Un actitud epistémicamete humilde ante una situación dilemática es la del que reconoce que
no tiene todas las herramientas para comprenderla y valorarla. Su contrario, la soberbia,
sería la del que piensa que su percepción particular de las cosas es por sí misma válida y
puede imponerse a todos los demás. La cuestión aquí ya no es que el juez Ricardo
González debería haber sido humilde, sino que dependamos de la virtud y la buena
voluntad personales de los jueces para que la justicia se dicte en conformidad a la
evidencia. Una inmensa mayoría de psicólogos, sociólogos, antropólogos o cualquier
estudioso de la conducta social habrían identificado como violenta y coactiva la situación. Y,
sobre todo, una inmensa mayoría de mujeres habrían testificado sobre el miedo, la presión
coactiva o la agresión efectiva que han experimentado en situaciones análogas.
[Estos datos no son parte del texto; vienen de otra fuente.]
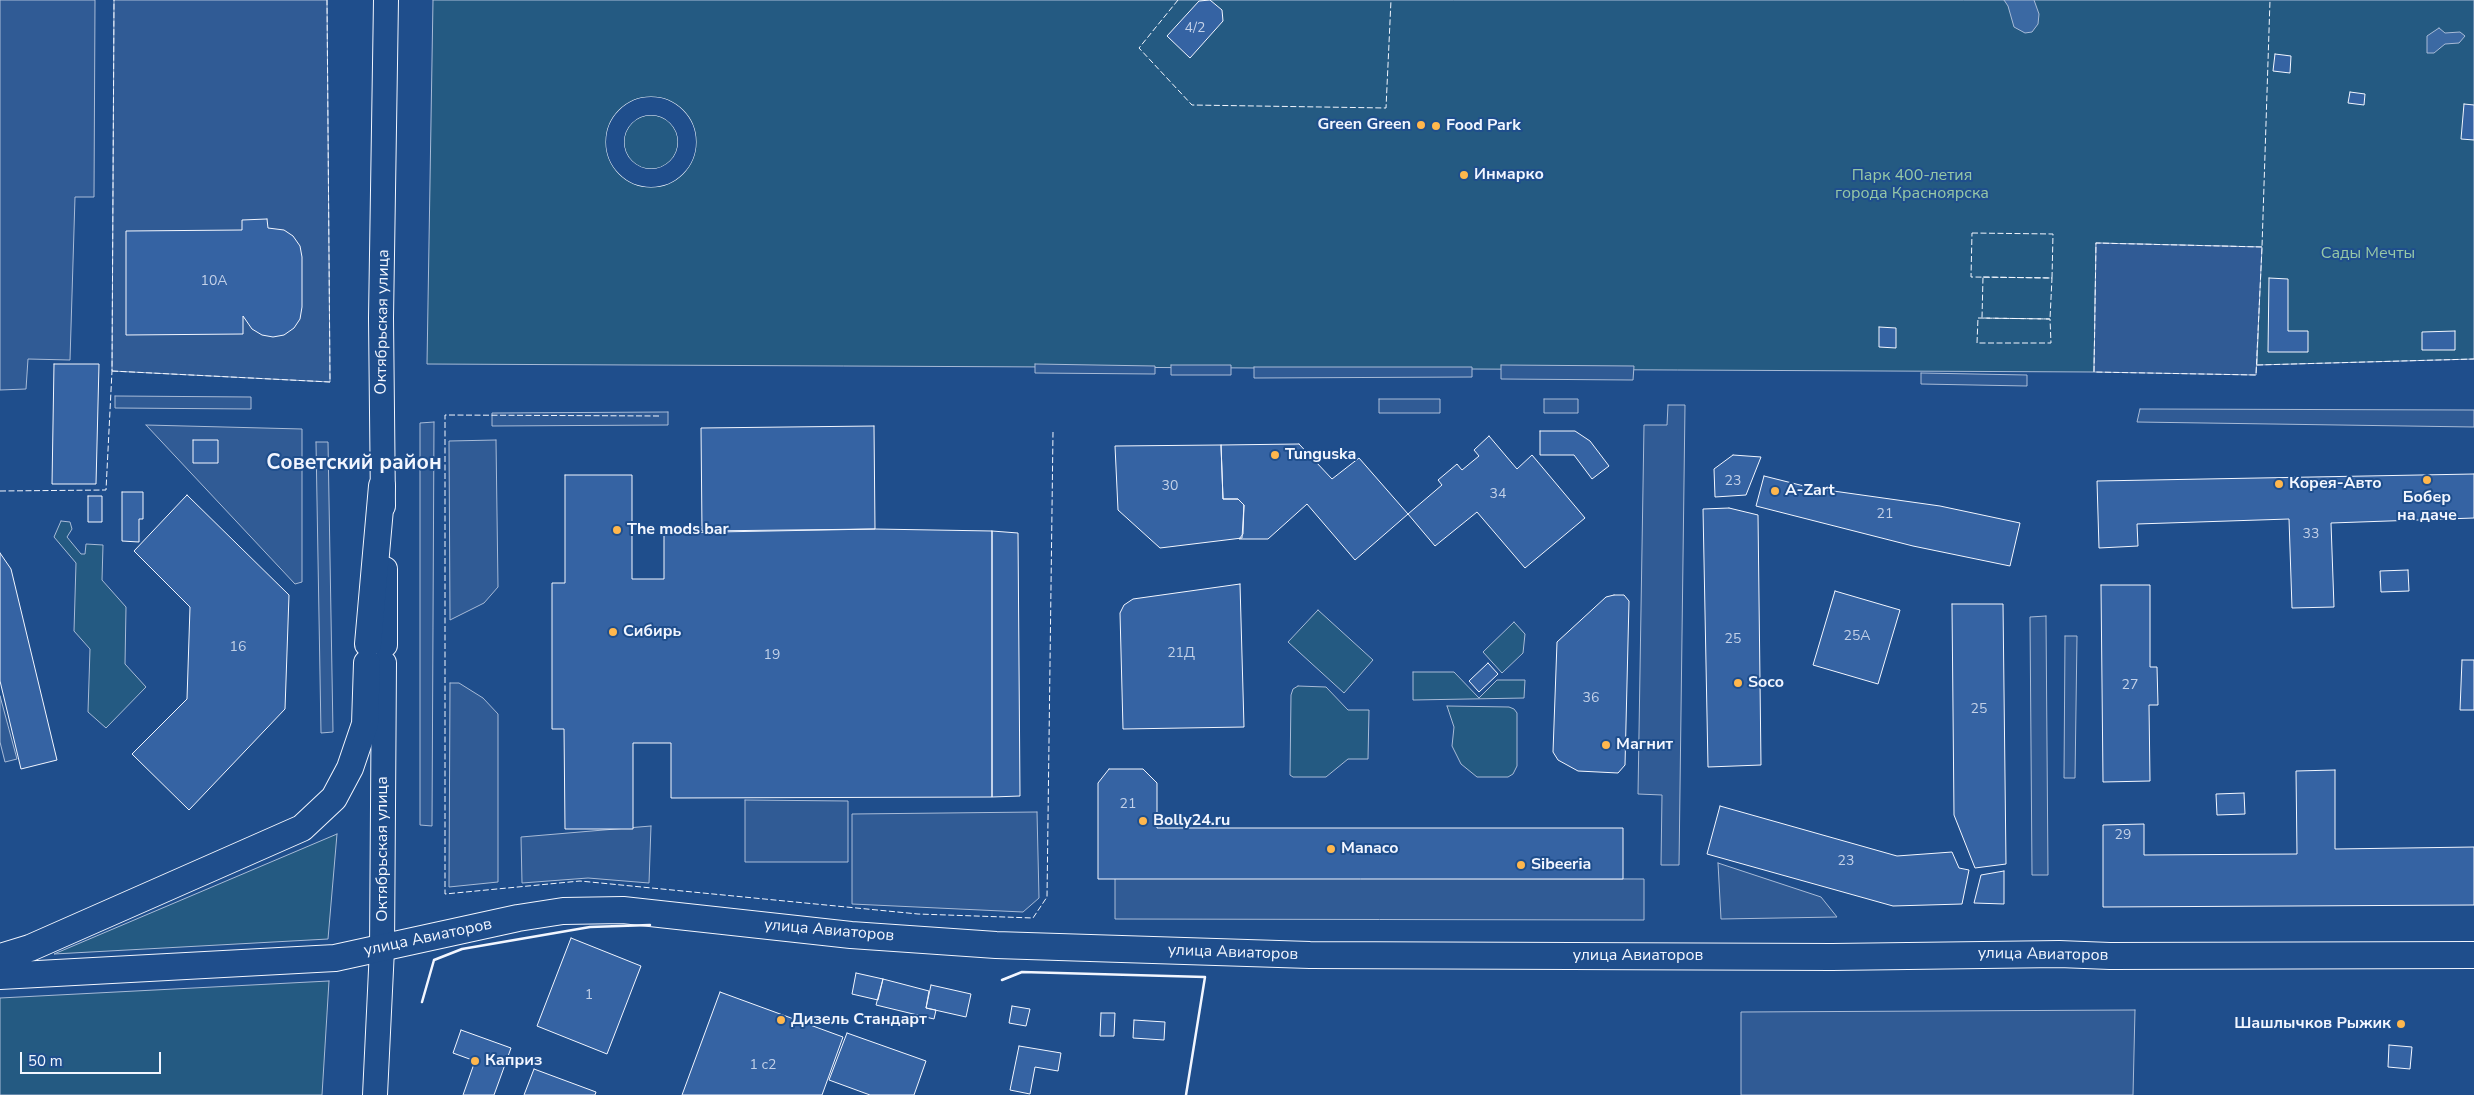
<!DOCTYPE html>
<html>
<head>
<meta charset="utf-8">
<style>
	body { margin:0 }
	#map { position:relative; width:2474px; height:1095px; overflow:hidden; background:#1f4e8c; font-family:"Nunito Sans",sans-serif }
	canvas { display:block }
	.scale { position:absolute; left:20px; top:1052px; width:141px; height:22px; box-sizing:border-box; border:2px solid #f2f6ff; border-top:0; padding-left:6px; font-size:15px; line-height:18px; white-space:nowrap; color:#f2f6ff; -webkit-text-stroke:4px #1f4e8c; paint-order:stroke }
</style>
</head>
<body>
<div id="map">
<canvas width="2474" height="1095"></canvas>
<div class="scale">50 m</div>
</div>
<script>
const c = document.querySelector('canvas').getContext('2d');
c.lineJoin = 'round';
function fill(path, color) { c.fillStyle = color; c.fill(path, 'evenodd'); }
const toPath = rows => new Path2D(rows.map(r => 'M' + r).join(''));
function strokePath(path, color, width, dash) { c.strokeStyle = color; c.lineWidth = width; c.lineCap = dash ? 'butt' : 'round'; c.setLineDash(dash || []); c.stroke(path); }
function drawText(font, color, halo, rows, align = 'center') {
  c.font = font + ' "Nunito Sans",sans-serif'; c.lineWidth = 4; c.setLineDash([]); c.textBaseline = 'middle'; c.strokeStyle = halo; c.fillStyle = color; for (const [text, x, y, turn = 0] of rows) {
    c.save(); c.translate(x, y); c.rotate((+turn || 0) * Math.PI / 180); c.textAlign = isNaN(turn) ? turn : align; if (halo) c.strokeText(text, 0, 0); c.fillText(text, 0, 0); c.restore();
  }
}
const green = toPath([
	[433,0,2474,0,2474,359,2257,365,2261,247,2096,243,2094,372,427,364,433,0],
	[61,521,70,522,72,529,67,537,81,554,85,554,86,544,103,545,102,580,126,607,125,664,146,687,106,728,88,712,90,649,74,631,76,563,54,537,61,521],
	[1318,610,1373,660,1344,693,1288,642,1318,610],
	[1514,622,1525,634,1523,653,1502,673,1483,652,1514,622],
	[1413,672,1454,672,1479,698,1497,680,1525,680,1524,698,1413,700,1413,672],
	[1298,686,1326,687,1348,710,1369,710,1368,759,1348,759,1326,777,1293,777,1290,775,1291,695,1293,689,1298,686],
	[1447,706,1509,707,1514,709,1517,713,1517,766,1513,774,1508,777,1477,777,1461,764,1452,746,1454,727,1447,706],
	[337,834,328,939,54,954,337,834],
	[329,981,322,1095,0,1095,0,998,329,981]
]);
fill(green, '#245a82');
strokePath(green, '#a8bbd7', 1);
const parking = toPath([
	[0,0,95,0,94,197,75,197,70,360,28,359,26,389,0,390,0,0],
	[114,0,327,0,330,382,112,371,114,0],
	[2096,243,2262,247,2256,375,2094,372,2096,243],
	[1035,364,1155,366,1155,374,1035,373,1035,364],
	[1171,365,1231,365,1231,375,1171,375,1171,365],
	[1501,365,1634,366,1633,380,1501,379,1501,365],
	[1254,367,1472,367,1472,377,1254,378,1254,367],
	[1921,373,2027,375,2027,386,1921,384,1921,373],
	[115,396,251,397,251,409,115,408,115,396],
	[1379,399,1440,399,1440,413,1379,413,1379,399],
	[1544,399,1578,399,1578,413,1544,413,1544,399],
	[1668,405,1685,405,1679,865,1661,865,1662,795,1638,794,1644,425,1667,425,1668,405],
	[2140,409,2474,410,2474,427,2137,422,2140,409],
	[668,412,668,425,492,426,492,413,668,412],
	[434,422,432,826,420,825,420,423,434,422],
	[146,425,302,429,302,582,295,584,146,425],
	[496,440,498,587,484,603,450,620,449,441,496,440],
	[316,442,328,442,333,732,321,733,316,442],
	[2046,616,2048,875,2032,875,2030,617,2046,616],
	[2065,636,2077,636,2075,778,2064,778,2065,636],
	[450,683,459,683,483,698,498,714,498,882,449,887,450,683],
	[0,696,17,759,5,762,0,742,0,696],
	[745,800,848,801,848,862,745,862,745,800],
	[1037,812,1039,898,1023,912,852,904,852,814,1037,812],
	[651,826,649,883,588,878,522,883,521,837,651,826],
	[1718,863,1821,897,1837,917,1721,919,1718,863],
	[1115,878,1644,879,1644,920,1115,919,1115,878],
	[2135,1010,2133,1095,1741,1095,1741,1012,2135,1010]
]);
fill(parking, '#305b95');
strokePath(parking, '#a8bbd7', 1);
const water = toPath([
	[2004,0,2034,0,2039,14,2038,24,2032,32,2025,33,2014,27,2008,6,2004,0],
	[2439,28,2445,33,2460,32,2465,36,2459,43,2445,44,2434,53,2427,53,2427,36,2439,28]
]);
fill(water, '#3b69a3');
strokePath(water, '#a8bbd7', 1);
const building = toPath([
	[1210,0,1222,10,1223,21,1190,58,1167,36,1199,1,1210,0],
	[2275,54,2291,56,2290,73,2273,71,2275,54],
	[2350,92,2365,94,2364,105,2348,103,2350,92],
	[2464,104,2474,105,2474,140,2461,139,2464,104],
	[267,219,268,228,284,230,293,236,300,246,302,257,302,307,300,319,294,328,284,335,273,337,262,335,252,329,243,316,243,334,126,335,126,231,242,230,242,220,267,219],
	[2269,278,2288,279,2288,331,2308,331,2308,352,2268,352,2269,278],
	[1879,327,1896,328,1896,348,1879,347,1879,327],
	[2455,331,2455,350,2422,350,2422,332,2455,331],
	[54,364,99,364,96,484,52,484,54,364],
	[874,426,875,529,702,531,701,428,874,426],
	[1540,431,1575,431,1590,441,1609,466,1592,479,1574,455,1540,455,1540,431],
	[1489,436,1517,469,1532,455,1585,518,1525,568,1477,512,1435,546,1408,514,1442,485,1438,480,1457,464,1462,470,1479,456,1474,450,1489,436],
	[193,440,218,440,218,463,193,463,193,440],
	[1299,444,1332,479,1359,458,1408,514,1355,560,1307,504,1268,539,1239,539,1243,534,1244,505,1238,499,1223,499,1221,445,1299,444],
	[1221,445,1223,499,1238,499,1244,505,1242,538,1160,548,1118,510,1115,446,1221,445],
	[1733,455,1761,457,1746,495,1715,497,1714,469,1733,455],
	[2474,474,2474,518,2331,523,2334,607,2292,608,2289,519,2137,524,2138,546,2099,548,2097,481,2474,474],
	[565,475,632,475,632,579,664,579,664,533,875,529,992,531,992,797,671,798,671,743,633,743,633,829,565,829,564,729,552,729,552,583,565,583,565,475],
	[1764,476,1812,488,1940,506,2020,523,2010,566,1913,546,1756,506,1764,476],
	[122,492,143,492,143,519,139,519,139,542,122,541,122,492],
	[187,495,289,595,285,709,189,810,132,754,187,699,190,607,134,551,187,495],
	[88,496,102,496,102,522,88,522,88,496],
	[1729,508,1758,515,1761,765,1708,767,1703,509,1729,508],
	[992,531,1018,533,1020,796,992,797,992,531],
	[0,553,11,569,57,760,21,769,0,681,0,553],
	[2408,570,2409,591,2381,592,2380,571,2408,570],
	[1240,584,1244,727,1123,729,1120,613,1124,605,1133,599,1240,584],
	[2101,585,2150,585,2150,667,2157,667,2158,705,2149,705,2150,781,2103,782,2101,585],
	[1835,591,1900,610,1878,684,1813,665,1835,591],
	[1614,595,1624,595,1629,601,1625,765,1618,773,1578,771,1558,760,1553,752,1557,642,1606,597,1614,595],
	[1952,604,2003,604,2006,864,1975,868,1954,815,1952,604],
	[2462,660,2474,660,2474,710,2460,710,2462,660],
	[1488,663,1498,674,1479,692,1469,681,1488,663],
	[1109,769,1143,769,1157,783,1157,828,1623,828,1623,879,1098,879,1098,783,1109,769],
	[2335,770,2335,849,2474,847,2474,905,2103,907,2103,825,2144,824,2144,855,2297,854,2296,771,2335,770],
	[2244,793,2245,814,2217,815,2216,794,2244,793],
	[1720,806,1897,856,1952,852,1959,868,1969,870,1962,904,1893,906,1707,854,1720,806],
	[2004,871,2004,904,1974,903,1981,875,2004,871],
	[571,938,641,966,607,1054,537,1026,571,938],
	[856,973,883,979,878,1000,852,994,856,973],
	[883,979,929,991,926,1008,936,1010,934,1019,876,1005,883,979],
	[931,985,971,994,966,1017,926,1008,931,985],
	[720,992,843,1037,822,1095,682,1095,720,992],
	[1012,1006,1030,1009,1026,1026,1009,1023,1012,1006],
	[1101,1013,1115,1013,1114,1036,1100,1036,1101,1013],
	[1134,1020,1165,1022,1164,1040,1133,1038,1134,1020],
	[461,1030,511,1048,494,1095,463,1095,475,1061,453,1053,461,1030],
	[847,1033,926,1061,914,1095,870,1095,829,1080,847,1033],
	[2389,1045,2412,1047,2410,1069,2388,1067,2389,1045],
	[1019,1046,1061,1053,1058,1071,1035,1067,1030,1094,1010,1090,1019,1046],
	[534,1069,596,1092,595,1095,524,1095,534,1069]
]);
fill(building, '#3563a3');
strokePath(building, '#f2f6ff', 1);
const street = toPath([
	'615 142a36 36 0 1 1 72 0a36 36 0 1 1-72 0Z'
]);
const secondary = toPath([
	[383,506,381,318,386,0],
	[385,569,385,645],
	[375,1095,382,949,384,663]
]);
const primary = toPath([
	[368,644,382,486],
	[0,957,30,948,302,828,334,798,350,768,365,724,367,663],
	[0,976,335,958,518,918,563,911,623,910,851,935,996,945,1310,955,1832,957,2059,954,2110,956,2474,955]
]);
strokePath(street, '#f2f6ff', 19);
strokePath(secondary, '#f2f6ff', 26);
strokePath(primary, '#f2f6ff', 28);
strokePath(street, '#1f4e8c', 18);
strokePath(secondary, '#1f4e8c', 24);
strokePath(primary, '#1f4e8c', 26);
strokePath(toPath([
	[1178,0,1139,48,1192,105,1386,108,1391,0],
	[1972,233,2053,234,2052,278,1971,277,1972,233],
	[2262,247,2096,243,2094,372,2256,375,2262,247,2270,0],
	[1983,277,2052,278,2050,319,1982,318,1983,277],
	[1978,318,2050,319,2051,343,1977,343,1978,318],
	[2257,365,2474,359],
	[112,371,330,382,327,0],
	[659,416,445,415,445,894,580,881,918,914,1033,918,1047,897,1053,432],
	[0,491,106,490,112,371,114,0]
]), '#f2f6ff', 1, [6, 2.5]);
strokePath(toPath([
	[1002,980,1022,972,1205,977,1186,1095],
	[422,1002,434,960,462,949,590,927,650,925]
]), '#f2f6ff', 2.5);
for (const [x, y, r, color] of [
	[1421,125,5,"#ffb74d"],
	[1436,126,5,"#ffb74d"],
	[1464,175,5,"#ffb74d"],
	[1275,455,5,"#ffb74d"],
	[2427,480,5,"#ffb74d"],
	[2279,484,5,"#ffb74d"],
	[1775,491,5,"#ffb74d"],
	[617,530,5,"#ffb74d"],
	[613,632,5,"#ffb74d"],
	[1738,683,5,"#ffb74d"],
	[1606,745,5,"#ffb74d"],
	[1143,821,5,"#ffb74d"],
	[1331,849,5,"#ffb74d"],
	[1521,865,5,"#ffb74d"],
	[781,1020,5,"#ffb74d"],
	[2401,1024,5,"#ffb74d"],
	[475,1061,5,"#ffb74d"]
]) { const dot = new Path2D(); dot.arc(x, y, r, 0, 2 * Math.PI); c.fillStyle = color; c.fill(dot); strokePath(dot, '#1f4e8c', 2); }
drawText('14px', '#c3d1e8', null, [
	["4/2",1195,29],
	["10А",214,282],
	["23",1733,482],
	["30",1170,487],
	["34",1498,495],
	["21",1885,515],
	["33",2311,535],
	["25А",1857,637],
	["25",1733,640],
	["16",238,648],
	["21Д",1181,654],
	["19",772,656],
	["27",2130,686],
	["36",1591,699],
	["25",1979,710],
	["21",1128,805],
	["29",2123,836],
	["23",1846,862],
	["1",589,996],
	["1 с2",763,1066]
]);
drawText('bold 16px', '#f2f6ff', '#1f4e8c', [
	["Green Green",1411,125,"right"],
	["Food Park",1446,126],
	["Инмарко",1474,175],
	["Tunguska",1285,455],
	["Корея-Авто",2289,484],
	["A-Zart",1785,491],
	["Бобер",2427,498,"center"],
	["на даче",2427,516,"center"],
	["The mods bar",627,530],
	["Сибирь",623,632],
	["Soco",1748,683],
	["Магнит",1616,745],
	["Bolly24.ru",1153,821],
	["Manaco",1341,849],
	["Sibeeria",1531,865],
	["Дизель Стандарт",791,1020],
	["Шашлычков Рыжик",2391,1024,"right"],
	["Каприз",485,1061]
], 'left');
drawText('16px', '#97c8a6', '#1f4e8c', [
	["Парк 400-летия",1912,176],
	["города Красноярска",1912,194],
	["Сады Мечты",2368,254]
]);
drawText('16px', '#f2f6ff', '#1f4e8c', [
	["Октябрьская улица",383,322,-89],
	["Октябрьская улица",383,849,-90],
	["улица Авиаторов",829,931,5],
	["улица Авиаторов",428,938,-12],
	["улица Авиаторов",1233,953,2],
	["улица Авиаторов",2043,955,1],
	["улица Авиаторов",1638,956]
]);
drawText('bold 21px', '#f2f6ff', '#1f4e8c', [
	["Советский район",354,464]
]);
</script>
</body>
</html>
Esos testimonios y esos esquemas interpretativos pueden concurrir en un juicio a través de


la consulta a expertos o colectivos especializados. Que un juez tenga la autoridad para
ignorarlos, por incapacidad o por omisión voluntaria, hace que la aplicación de justicia sea
vulnerable al capricho y al azar. La justicia efectiva no puede depender de que a una mujer
objetivamente violada “le toque” un tribunal conservador. La sentencia de Pamplona nos
tiene que llevar a reflexionar sobre la necesidad de un sistema judicial más colegiado, en el
que la necesaria autoridad de los jueces no sea incompatible con una compensación
externa de sus limitaciones epistémicas o de sus excesos ideológicos. Y nos debe llevar a
reflexionar sobre la necesidad de que los tribunales sean compuestos por criterios de
pluralidad de género, ideología, incluso de edad y percepción generacional. Aprobar una
oposición no eleva a las personas que se esconden tras las togas a un estatuto de divina
neutralidad. A la espera y con la esperanza de que el Tribunal Supremo enmiende la
sentencia, bien haríamos en pensar seriamente cómo mejorar el sistema judicial para que la
justicia no dependa de las personas que la aplican.